*PROBLEM:* The records below are to be copied word for word, with every picture left out.

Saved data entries
________

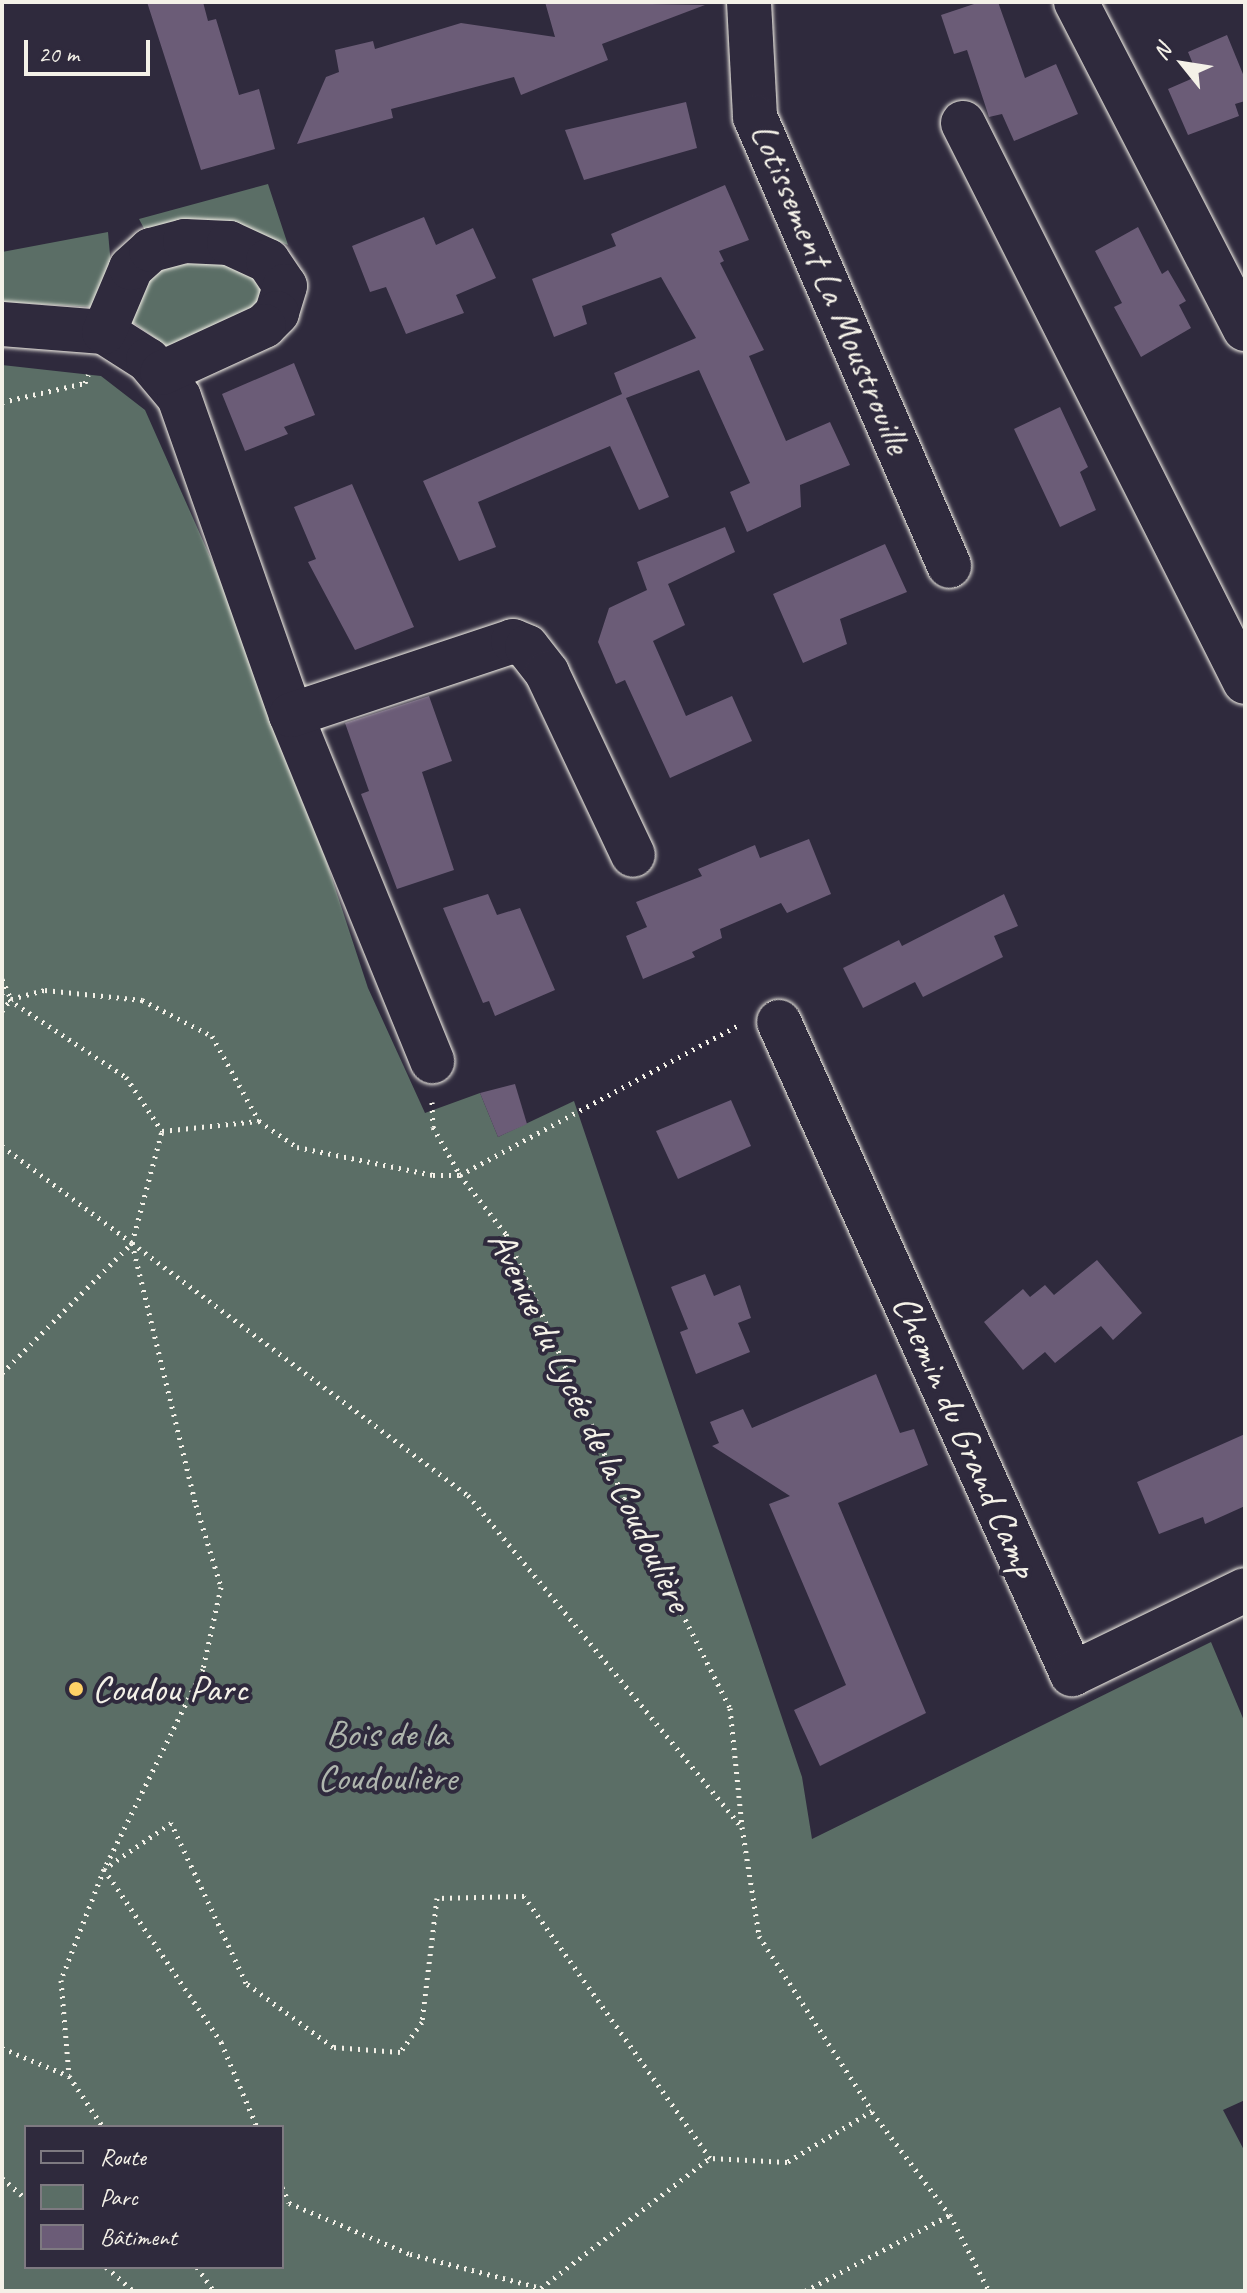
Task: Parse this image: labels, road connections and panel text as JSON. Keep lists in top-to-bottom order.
{
  "streets": {
    "street": ["Lotissement La Moustrouille", "Chemin du Grand Camp"],
    "path": ["Avenue du Lycée de la Coudoulière"]
  },
  "parks": ["Bois de la Coudoulière"],
  "places": ["Coudou Parc"],
  "legend": ["Route", "Parc", "Bâtiment"],
  "scale_bar": "20 m",
  "north": "top left"
}
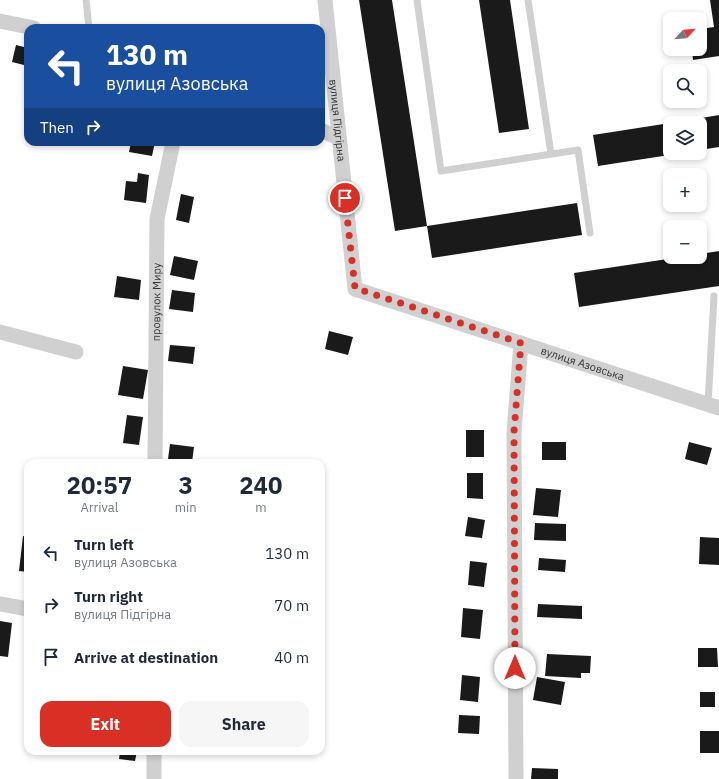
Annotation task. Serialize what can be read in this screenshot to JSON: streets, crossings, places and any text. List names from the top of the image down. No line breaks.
{"streets":{"street":["вулиця Підгірна","провулок Миру","вулиця Азовська"]},"crossings":[["вулиця Підгірна","вулиця Азовська"]],"north":"top right","page":{"map_buttons":["+","−"],"turn":["130 m","вулиця Азовська"],"then":"Then","eta":["20:57","Arrival","3","min","240","m"],"list":[{"name":"Turn left","note":"вулиця Азовська","value":"130 m"},{"name":"Turn right","note":"вулиця Підгірна","value":"70 m"},{"name":"Arrive at destination","value":"40 m"}],"buttons":["Exit","Share"]}}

________

*EXERCISE RESPONSE:*
Task: Parse this image: labels, road connections and panel text as JSON. Keep lists in top-to-bottom order.
{
  "streets": {
    "street": ["Lotissement La Moustrouille", "Chemin du Grand Camp"],
    "path": ["Avenue du Lycée de la Coudoulière"]
  },
  "parks": ["Bois de la Coudoulière"],
  "places": ["Coudou Parc"],
  "legend": ["Route", "Parc", "Bâtiment"],
  "scale_bar": "20 m",
  "north": "top left"
}
Annotation task. Serialize what can be read in this screenshot to JSON: streets, crossings, places and any text. List names from the top of the image down. No line breaks.
{"streets":{"street":["вулиця Підгірна","провулок Миру","вулиця Азовська"]},"crossings":[["вулиця Підгірна","вулиця Азовська"]],"north":"top right","page":{"map_buttons":["+","−"],"turn":["130 m","вулиця Азовська"],"then":"Then","eta":["20:57","Arrival","3","min","240","m"],"list":[{"name":"Turn left","note":"вулиця Азовська","value":"130 m"},{"name":"Turn right","note":"вулиця Підгірна","value":"70 m"},{"name":"Arrive at destination","value":"40 m"}],"buttons":["Exit","Share"]}}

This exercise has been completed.